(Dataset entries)
——

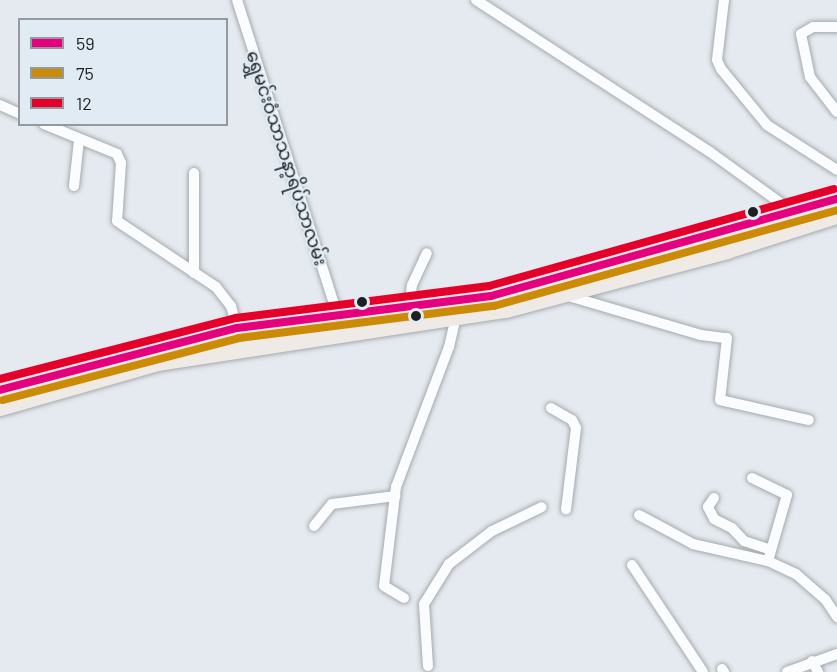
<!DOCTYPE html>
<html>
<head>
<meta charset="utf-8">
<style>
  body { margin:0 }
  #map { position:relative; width:837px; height:672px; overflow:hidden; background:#e4eaef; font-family:Barlow,"Noto Sans Myanmar",sans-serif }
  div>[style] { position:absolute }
  .roads { filter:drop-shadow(0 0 2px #a5aaad) drop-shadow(0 0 2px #a5aaad) }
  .minor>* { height:10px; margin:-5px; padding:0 5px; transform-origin:5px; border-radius:5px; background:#fbfcfd }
  .primary>* { height:18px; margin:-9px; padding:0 9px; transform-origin:9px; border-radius:9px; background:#f0eae6 }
  .bus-1>* { height:8px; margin:-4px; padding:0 4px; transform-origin:4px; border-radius:4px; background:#e5007d }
  .bus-2>* { height:8px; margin:-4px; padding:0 4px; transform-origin:4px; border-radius:4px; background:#cb8b07 }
  .bus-3>* { height:8px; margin:-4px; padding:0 4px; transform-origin:4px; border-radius:4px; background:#e4002b }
  .dots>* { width:16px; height:16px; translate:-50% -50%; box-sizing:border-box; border:3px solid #e0ebf3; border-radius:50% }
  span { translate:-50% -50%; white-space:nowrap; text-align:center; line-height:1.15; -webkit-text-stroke:4.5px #e0ebf3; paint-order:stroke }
  .street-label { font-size:18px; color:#1c2023 }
  .legend { position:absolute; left:18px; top:18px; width:210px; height:108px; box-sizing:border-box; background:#e0ebf3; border:2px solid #929aa0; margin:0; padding:8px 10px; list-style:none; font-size:18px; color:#1c2023 }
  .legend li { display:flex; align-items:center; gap:12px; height:30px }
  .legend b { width:30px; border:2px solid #929aa0 }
</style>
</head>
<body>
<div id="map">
  <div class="roads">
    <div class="minor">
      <div style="left:237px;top:0;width:332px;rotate:72.3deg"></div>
      <div style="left:476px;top:0;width:279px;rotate:33deg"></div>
      <div style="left:710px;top:152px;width:102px;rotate:35.9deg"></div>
      <div style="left:724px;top:0;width:60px;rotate:96.7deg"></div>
      <div style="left:717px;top:60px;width:10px;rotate:66deg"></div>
      <div style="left:721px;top:69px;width:72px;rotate:50.6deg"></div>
      <div style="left:767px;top:125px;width:83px;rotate:32.7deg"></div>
      <div style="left:837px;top:27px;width:24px;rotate:180deg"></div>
      <div style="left:813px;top:27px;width:14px;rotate:150deg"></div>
      <div style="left:801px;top:34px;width:44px;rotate:78.2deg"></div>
      <div style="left:810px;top:77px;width:44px;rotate:52.4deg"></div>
      <div style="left:0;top:105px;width:22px;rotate:24deg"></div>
      <div style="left:44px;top:124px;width:79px;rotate:22.3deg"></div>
      <div style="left:117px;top:154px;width:10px;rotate:66deg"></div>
      <div style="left:121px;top:163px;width:58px;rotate:93.9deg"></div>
      <div style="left:117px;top:221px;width:119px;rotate:33.7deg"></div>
      <div style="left:216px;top:287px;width:24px;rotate:52deg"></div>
      <div style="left:231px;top:306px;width:23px;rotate:75deg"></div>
      <div style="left:194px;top:173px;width:100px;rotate:90deg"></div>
      <div style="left:74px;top:186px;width:46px;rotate:-83.8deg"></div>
      <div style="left:565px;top:295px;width:142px;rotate:16.4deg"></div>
      <div style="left:701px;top:335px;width:26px;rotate:7deg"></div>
      <div style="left:727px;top:338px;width:62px;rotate:96.4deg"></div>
      <div style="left:720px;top:400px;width:91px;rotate:12.7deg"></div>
      <div style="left:409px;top:309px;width:24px;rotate:-83deg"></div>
      <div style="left:412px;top:285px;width:35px;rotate:-65deg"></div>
      <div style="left:551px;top:408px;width:24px;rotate:30deg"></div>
      <div style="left:572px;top:420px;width:9px;rotate:63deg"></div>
      <div style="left:576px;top:428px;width:82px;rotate:97deg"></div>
      <div style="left:752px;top:478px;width:39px;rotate:26deg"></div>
      <div style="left:787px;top:495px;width:69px;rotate:106.1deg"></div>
      <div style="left:714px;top:498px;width:11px;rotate:124deg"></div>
      <div style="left:708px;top:507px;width:13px;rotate:63deg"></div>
      <div style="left:714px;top:519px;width:20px;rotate:27deg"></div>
      <div style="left:732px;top:528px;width:18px;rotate:47deg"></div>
      <div style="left:744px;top:541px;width:28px;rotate:18deg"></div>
      <div style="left:639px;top:515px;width:61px;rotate:28.2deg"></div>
      <div style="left:693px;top:544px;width:77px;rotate:12.8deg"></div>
      <div style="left:768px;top:561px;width:31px;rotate:25deg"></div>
      <div style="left:796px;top:574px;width:38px;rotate:41deg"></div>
      <div style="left:825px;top:599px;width:22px;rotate:56deg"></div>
      <div style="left:314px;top:526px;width:28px;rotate:-51deg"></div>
      <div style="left:332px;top:504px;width:64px;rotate:-7.2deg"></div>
      <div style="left:632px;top:565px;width:128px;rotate:56.4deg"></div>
      <div style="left:404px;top:598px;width:23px;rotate:-149deg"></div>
      <div style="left:384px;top:586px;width:100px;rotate:-83.1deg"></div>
      <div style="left:396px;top:487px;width:150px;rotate:-69.3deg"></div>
      <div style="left:449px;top:347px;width:36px;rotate:-77deg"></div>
      <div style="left:812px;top:661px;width:13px;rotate:61deg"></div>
      <div style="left:428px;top:666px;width:62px;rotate:-93.7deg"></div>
      <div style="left:424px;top:604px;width:47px;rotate:-58deg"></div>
      <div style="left:449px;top:564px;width:54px;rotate:-37.5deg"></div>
      <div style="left:492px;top:531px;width:55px;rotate:-25.6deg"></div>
      <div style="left:722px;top:669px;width:4px;rotate:56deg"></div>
      <div style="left:787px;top:672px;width:53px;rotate:-19.8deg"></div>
    </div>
    <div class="primary">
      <div style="left:0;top:390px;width:245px;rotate:-14.7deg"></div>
      <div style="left:237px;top:328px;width:256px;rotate:-7.2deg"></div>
      <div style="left:491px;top:296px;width:239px;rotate:-15deg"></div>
      <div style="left:722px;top:234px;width:120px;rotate:-16.9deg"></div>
      <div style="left:0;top:407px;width:164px;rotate:-15.9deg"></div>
      <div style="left:158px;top:362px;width:352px;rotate:-8.7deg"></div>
      <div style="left:506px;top:309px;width:229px;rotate:-14.9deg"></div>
      <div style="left:727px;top:250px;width:115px;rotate:-17.7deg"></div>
    </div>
  </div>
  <div class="bus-1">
    <div style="left:0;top:390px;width:245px;rotate:-14.7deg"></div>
    <div style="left:237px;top:328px;width:256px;rotate:-7.2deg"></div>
    <div style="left:491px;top:296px;width:359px;rotate:-15.7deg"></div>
  </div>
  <div class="bus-2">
    <div style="left:3px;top:400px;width:244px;rotate:-14.7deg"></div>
    <div style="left:239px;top:338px;width:257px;rotate:-7.2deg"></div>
    <div style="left:494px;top:306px;width:356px;rotate:-15.6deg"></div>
  </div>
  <div class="bus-3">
    <div style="left:0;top:379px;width:244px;rotate:-14.5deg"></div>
    <div style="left:236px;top:318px;width:255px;rotate:-7.2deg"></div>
    <div style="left:489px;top:286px;width:358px;rotate:-15.7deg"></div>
  </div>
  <div class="dots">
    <div style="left:753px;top:212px;background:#1c2023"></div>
    <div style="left:362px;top:302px;background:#1c2023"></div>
    <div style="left:416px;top:316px;background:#1c2023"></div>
  </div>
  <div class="street-label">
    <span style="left:287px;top:158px;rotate:72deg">ရွှေမင်းဝံသာသနာ့ရိပ်သာလမ်း</span>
  </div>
  <ul class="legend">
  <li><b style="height:8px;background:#e5007d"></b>59</li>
  <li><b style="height:8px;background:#cb8b07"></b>75</li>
  <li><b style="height:8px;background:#e4002b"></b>12</li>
  </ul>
</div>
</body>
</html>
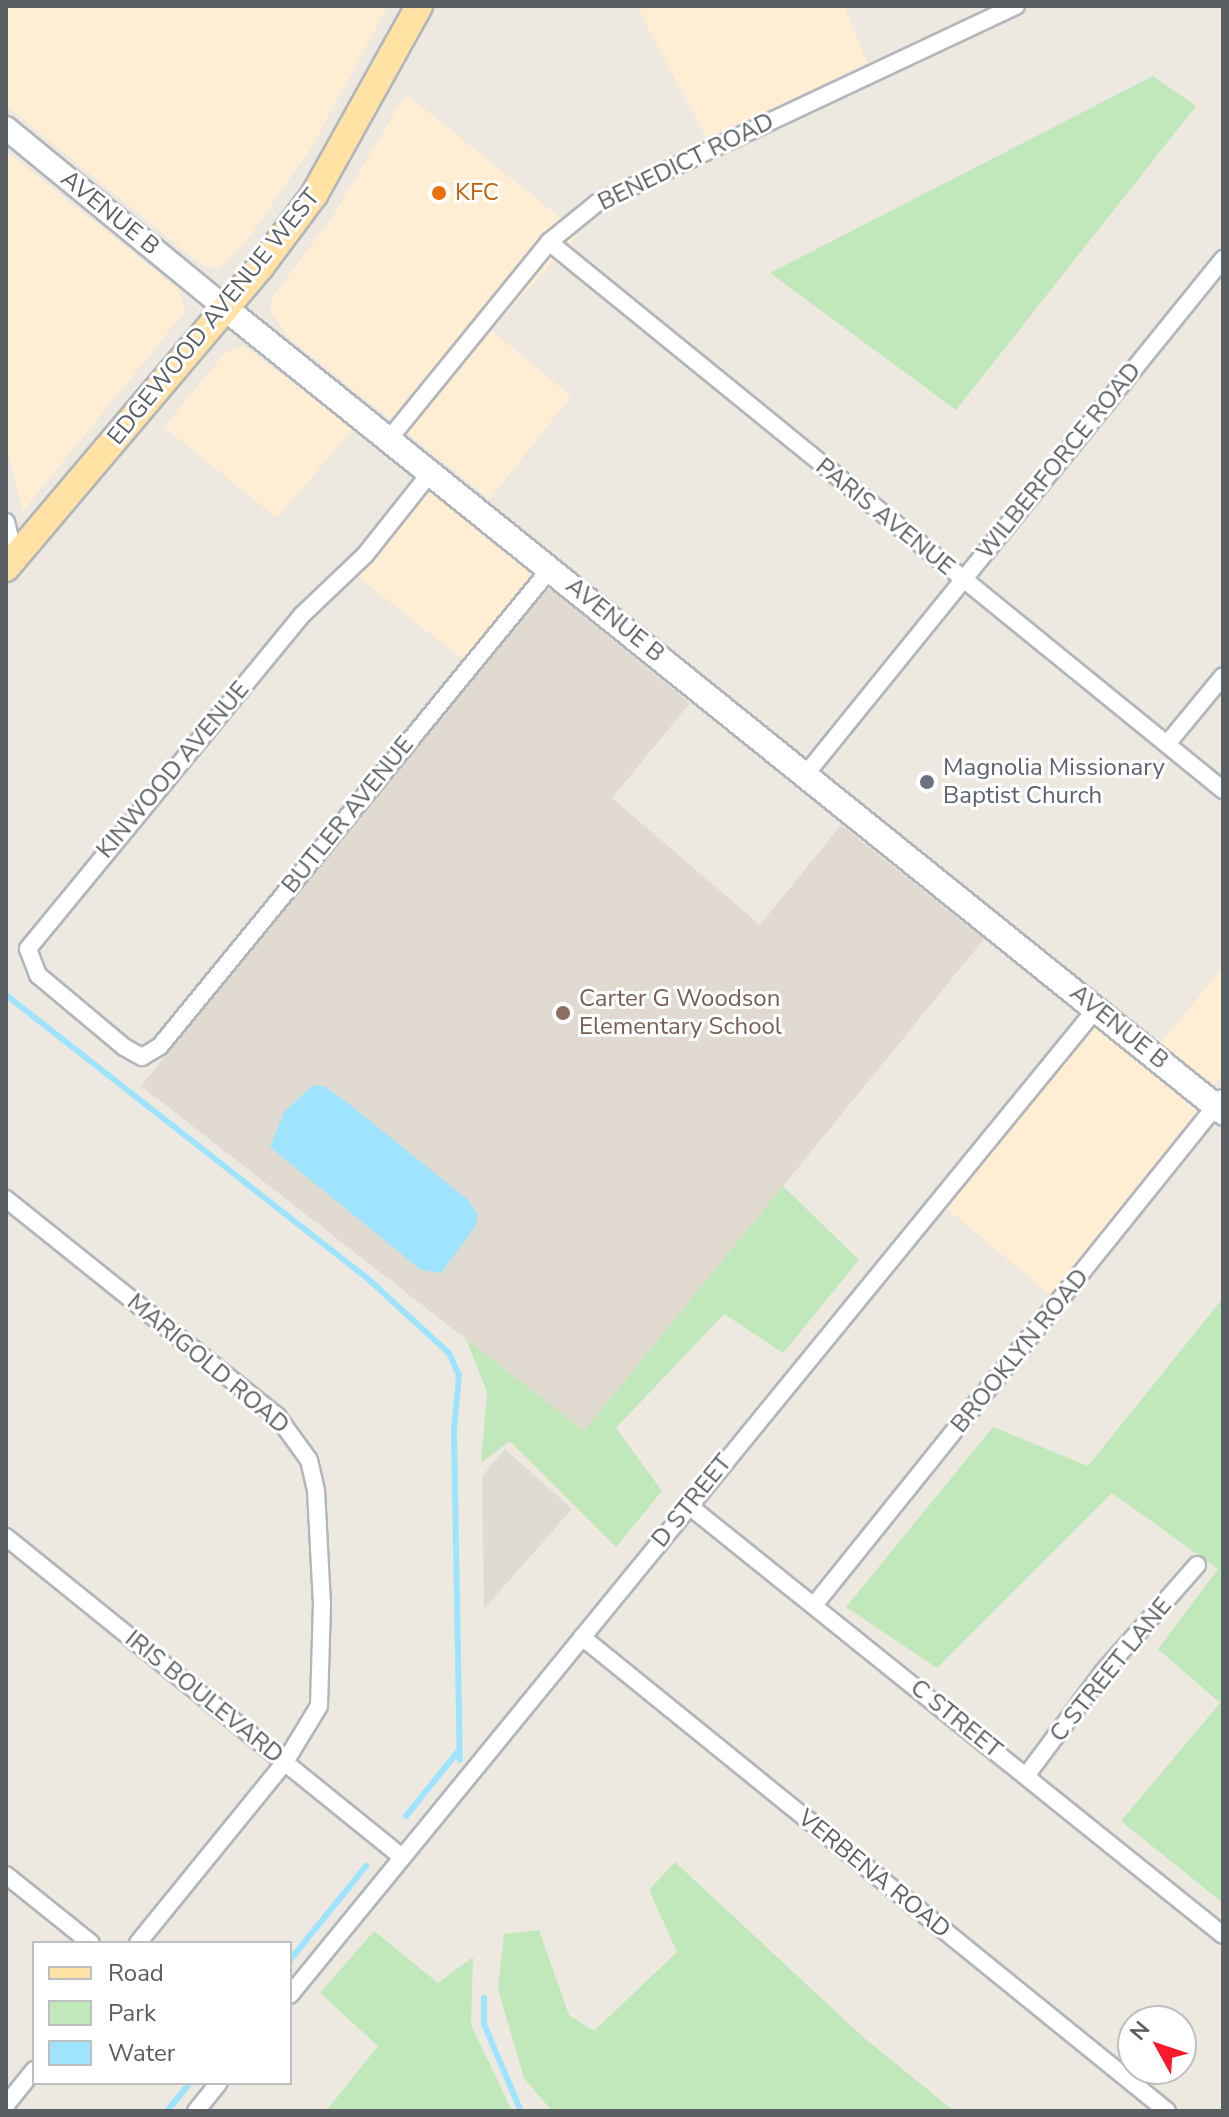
<!DOCTYPE html>
<style>
body{margin:0}
#map{position:relative;width:1229px;height:2117px;overflow:hidden;background:#eee9e0;font-family:"Nunito Sans",sans-serif}
div>[style]{position:absolute}
.commercial>*{inset:0;background:#ffeed4}
.industrial>*{inset:0;background:#dedbd5}
.education>*{inset:0;background:#e0dad1}
.green>*{inset:0;background:#c1e8ba}
.water>*{inset:0;background:#9fe4ff}
.stream>*{height:6px;margin:-3px;padding:0 3px;transform-origin:3px;border-radius:3px;background:#9fe4ff}
.roads{filter:drop-shadow(2px 0 #b2b6ba) drop-shadow(-2px 0 #b2b6ba) drop-shadow(0 2px #b2b6ba) drop-shadow(0 -2px #b2b6ba)}
.minor>*{height:16px;margin:-8px;padding:0 8px;transform-origin:8px;border-radius:8px;background:#fff}
.tertiary>*{height:22px;margin:-11px;padding:0 11px;transform-origin:11px;border-radius:11px;background:#fff}
.secondary>*{height:24px;margin:-12px;padding:0 12px;transform-origin:12px;border-radius:12px;background:#fff}
.primary>*{height:26px;margin:-13px;padding:0 13px;transform-origin:13px;border-radius:13px;background:#ffe2a4}
.dots>*{width:22px;height:22px;translate:-50% -50%;box-sizing:border-box;border:4px solid #fff;border-radius:50%}
span{translate:-50% -50%;white-space:nowrap;text-align:center;line-height:1.15;-webkit-text-stroke:6px #fff;paint-order:stroke}
.street-label{font-size:24px;color:#595f63}
.food-label{font-size:24px;color:#c56008}
.left{translate:0 -50%;text-align:left}
.worship-label{font-size:24px;color:#5b616d}
.education-label{font-size:24px;color:#785e54}
.frame{position:absolute;inset:0;border:8px solid #595f63;pointer-events:none}
.legend{position:absolute;left:32px;top:1941px;width:260px;height:144px;box-sizing:border-box;background:#fff;border:2px solid #bdbfc1;margin:0;padding:10px 14px;list-style:none;font-size:24px;color:#595f63}
.legend li{display:flex;align-items:center;gap:16px;height:40px}
.legend b{width:40px;border:2px solid #bdbfc1}
.north{position:absolute;left:1117px;top:2005px;width:80px;height:80px;box-sizing:border-box;background:#fff;border:2px solid #bdbfc1;border-radius:50%;rotate:310deg;font-size:22px;font-weight:700;line-height:32px;text-align:center;color:#595f63}
.north::after{content:'';display:block;margin:auto;width:28px;height:36px;background:#f91b2d;clip-path:polygon(50% 0,100% 100%,50% 72%,0 100%)}
</style>
<div id="map">
<div class="commercial">
<i style="clip-path:polygon(6px 6px,388px 6px,311px 148px,249px 237px,219px 269px,200px 264px,6px 105px)"></i>
<i style="clip-path:polygon(637px 6px,844px 6px,867px 63px,707px 139px)"></i>
<i style="clip-path:polygon(406px 94px,579px 233px,491px 330px,571px 396px,490px 499px,290px 339px,270px 310px,272px 298px,334px 214px)"></i>
<i style="clip-path:polygon(6px 151px,178px 289px,185px 311px,23px 511px,6px 448px)"></i>
<i style="clip-path:polygon(244px 346px,353px 429px,277px 518px,164px 427px,226px 352px)"></i>
<i style="clip-path:polygon(430px 491px,546px 586px,478px 671px,358px 577px)"></i>
<i style="clip-path:polygon(1223px 967px,1223px 1074px,1214px 1085px,1161px 1043px)"></i>
<i style="clip-path:polygon(1094px 1026px,1203px 1115px,1055px 1299px,944px 1206px)"></i>
</div>
<div class="industrial">
<i style="clip-path:polygon(505px 1449px,572px 1509px,484px 1609px,482px 1476px)"></i>
</div>
<div class="education">
<i style="clip-path:polygon(546px 586px,690px 703px,612px 798px,760px 925px,841px 825px,984px 939px,584px 1431px,141px 1086px)"></i>
</div>
<div class="green">
<i style="clip-path:polygon(1153px 76px,1196px 106px,956px 410px,770px 273px)"></i>
<i style="clip-path:polygon(783px 1186px,859px 1260px,783px 1353px,724px 1314px,616px 1428px,662px 1491px,616px 1547px,510px 1441px,481px 1463px,487px 1392px,466px 1339px,584px 1431px)"></i>
<i style="clip-path:polygon(1223px 1298px,1222px 1345px,1223px 1903px,1121px 1821px,1220px 1703px,1158px 1649px,1218px 1569px,1112px 1493px,937px 1668px,846px 1607px,993px 1427px,1088px 1466px)"></i>
<i style="clip-path:polygon(675px 1862px,863px 2037px,954px 2111px,552px 2111px,524px 2078px,498px 1989px,504px 1934px,539px 1930px,569px 2015px,594px 2031px,677px 1952px,649px 1890px)"></i>
<i style="clip-path:polygon(374px 1931px,438px 1983px,473px 1957px,471px 2025px,512px 2111px,326px 2111px,378px 2046px,320px 1993px)"></i>
</div>
<div class="water">
<i style="clip-path:polygon(313px 1085px,324px 1086px,349px 1104px,468px 1200px,478px 1215px,475px 1227px,441px 1273px,421px 1270px,270px 1147px,284px 1112px)"></i>
</div>
<div class="stream">
<i style="left:6px;top:995px;width:457px;rotate:38.1deg"></i>
<i style="left:366px;top:1277px;width:113px;rotate:42.5deg"></i>
<i style="left:449px;top:1353px;width:24px;rotate:66deg"></i>
<i style="left:459px;top:1375px;width:55px;rotate:95.2deg"></i>
<i style="left:454px;top:1430px;width:330px;rotate:89deg"></i>
<i style="left:406px;top:1816px;width:85px;rotate:-51.2deg"></i>
<i style="left:290px;top:1960px;width:121px;rotate:-51deg"></i>
<i style="left:484px;top:1998px;width:26px;rotate:90deg"></i>
<i style="left:484px;top:2024px;width:95px;rotate:67deg"></i>
<i style="left:167px;top:2111px;width:36px;rotate:-51deg"></i>
</div>
<div class="roads">
<div class="minor">
<i style="left:549px;top:242px;width:869px;rotate:39.11deg"></i>
<i style="left:389px;top:439px;width:254px;rotate:-50.9deg"></i>
<i style="left:549px;top:242px;width:62px;rotate:-39.1deg"></i>
<i style="left:597px;top:203px;width:463px;rotate:-25.2deg"></i>
<i style="left:431px;top:472px;width:106px;rotate:128.5deg"></i>
<i style="left:365px;top:555px;width:87px;rotate:136.4deg"></i>
<i style="left:302px;top:615px;width:432px;rotate:129.4deg"></i>
<i style="left:28px;top:949px;width:28px;rotate:69deg"></i>
<i style="left:38px;top:975px;width:112px;rotate:39.9deg"></i>
<i style="left:124px;top:1047px;width:21px;rotate:29deg"></i>
<i style="left:142px;top:1057px;width:21px;rotate:-31deg"></i>
<i style="left:160px;top:1046px;width:618px;rotate:-50.72deg"></i>
<i style="left:6px;top:522px;width:36px;rotate:76deg"></i>
<i style="left:1167px;top:744px;width:88px;rotate:-50.5deg"></i>
<i style="left:806px;top:774px;width:663px;rotate:-51deg"></i>
<i style="left:6px;top:1199px;width:347px;rotate:38.7deg"></i>
<i style="left:277px;top:1416px;width:54px;rotate:54deg"></i>
<i style="left:309px;top:1460px;width:31px;rotate:77deg"></i>
<i style="left:316px;top:1490px;width:114px;rotate:87deg"></i>
<i style="left:322px;top:1604px;width:102px;rotate:91.7deg"></i>
<i style="left:319px;top:1706px;width:66px;rotate:121.3deg"></i>
<i style="left:285px;top:1762px;width:233px;rotate:129.1deg"></i>
<i style="left:688px;top:1505px;width:686px;rotate:38.79deg"></i>
<i style="left:6px;top:1537px;width:509px;rotate:38.94deg"></i>
<i style="left:815px;top:1604px;width:649px;rotate:-51.19deg"></i>
<i style="left:582px;top:1637px;width:753px;rotate:39.02deg"></i>
<i style="left:1026px;top:1776px;width:131px;rotate:-53.4deg"></i>
<i style="left:1104px;top:1671px;width:141px;rotate:-48.7deg"></i>
<i style="left:6px;top:1875px;width:109px;rotate:38.7deg"></i>
<i style="left:290px;top:1995px;width:1274px;rotate:-50.74deg"></i>
<i style="left:6px;top:2105px;width:45px;rotate:-51.3deg"></i>
<i style="left:196px;top:2111px;width:36px;rotate:-51deg"></i>
</div>
<div class="tertiary">
<i style="left:6px;top:128px;width:283px;rotate:39.4deg"></i>
</div>
<div class="secondary">
<i style="left:225px;top:308px;width:1282px;rotate:38.86deg"></i>
</div>
<div class="primary">
<i style="left:6px;top:568px;width:395px;rotate:-49.8deg"></i>
<i style="left:261px;top:266px;width:89px;rotate:-53.3deg"></i>
<i style="left:314px;top:195px;width:216px;rotate:-60.9deg"></i>
</div>
</div>
<div class="dots">
<i style="left:439px;top:193px;background:#e8710a"></i>
<i style="left:927px;top:782px;background:#6b7280"></i>
<i style="left:563px;top:1013px;background:#8d6e63"></i>
</div>
<div class="street-label">
<span style="left:686px;top:162px;rotate:-26deg">BENEDICT ROAD</span>
<span style="left:110px;top:213px;rotate:39deg">AVENUE B</span>
<span style="left:214px;top:317px;rotate:-51deg">EDGEWOOD AVENUE WEST</span>
<span style="left:1059px;top:461px;rotate:-51deg">WILBERFORCE ROAD</span>
<span style="left:885px;top:517px;rotate:39deg">PARIS AVENUE</span>
<span style="left:615px;top:620px;rotate:39deg">AVENUE B</span>
<span style="left:173px;top:770px;rotate:-50deg">KINWOOD AVENUE</span>
<span style="left:348px;top:815px;rotate:-51deg">BUTLER AVENUE</span>
<span style="left:1119px;top:1027px;rotate:39deg">AVENUE B</span>
<span style="left:1020px;top:1351px;rotate:-51deg">BROOKLYN ROAD</span>
<span style="left:208px;top:1364px;rotate:40deg">MARIGOLD ROAD</span>
<span style="left:692px;top:1501px;rotate:-51deg">D STREET</span>
<span style="left:1111px;top:1670px;rotate:-51deg">C STREET LANE</span>
<span style="left:204px;top:1697px;rotate:39deg">IRIS BOULEVARD</span>
<span style="left:956px;top:1719px;rotate:39deg">C STREET</span>
<span style="left:874px;top:1874px;rotate:39deg">VERBENA ROAD</span>
</div>
<div class="food-label">
<span class="left" style="left:455px;top:193px">KFC</span>
</div>
<div class="worship-label">
<span class="left" style="left:943px;top:782px">Magnolia Missionary<br>Baptist Church</span>
</div>
<div class="education-label">
<span class="left" style="left:579px;top:1013px">Carter G Woodson<br>Elementary School</span>
</div>
<div class="frame"></div>
<ul class="legend">
<li><b style="height:10px;background:#ffe2a4"></b>Road</li>
<li><b style="height:22px;background:#c1e8ba"></b>Park</li>
<li><b style="height:22px;background:#9fe4ff"></b>Water</li>
</ul>
<div class="north">N</div>
</div>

——

### WORK ITEM:
Transcribe the records above from the line holding "position:relative; width:837px; height:672px;" down to the line holding "width:16px; height:16px; translate:-50%", inclusive, without adding anything.

### YOUR SOLUTION:
  #map { position:relative; width:837px; height:672px; overflow:hidden; background:#e4eaef; font-family:Barlow,"Noto Sans Myanmar",sans-serif }
  div>[style] { position:absolute }
  .roads { filter:drop-shadow(0 0 2px #a5aaad) drop-shadow(0 0 2px #a5aaad) }
  .minor>* { height:10px; margin:-5px; padding:0 5px; transform-origin:5px; border-radius:5px; background:#fbfcfd }
  .primary>* { height:18px; margin:-9px; padding:0 9px; transform-origin:9px; border-radius:9px; background:#f0eae6 }
  .bus-1>* { height:8px; margin:-4px; padding:0 4px; transform-origin:4px; border-radius:4px; background:#e5007d }
  .bus-2>* { height:8px; margin:-4px; padding:0 4px; transform-origin:4px; border-radius:4px; background:#cb8b07 }
  .bus-3>* { height:8px; margin:-4px; padding:0 4px; transform-origin:4px; border-radius:4px; background:#e4002b }
  .dots>* { width:16px; height:16px; translate:-50% -50%; box-sizing:border-box; border:3px solid #e0ebf3; border-radius:50% }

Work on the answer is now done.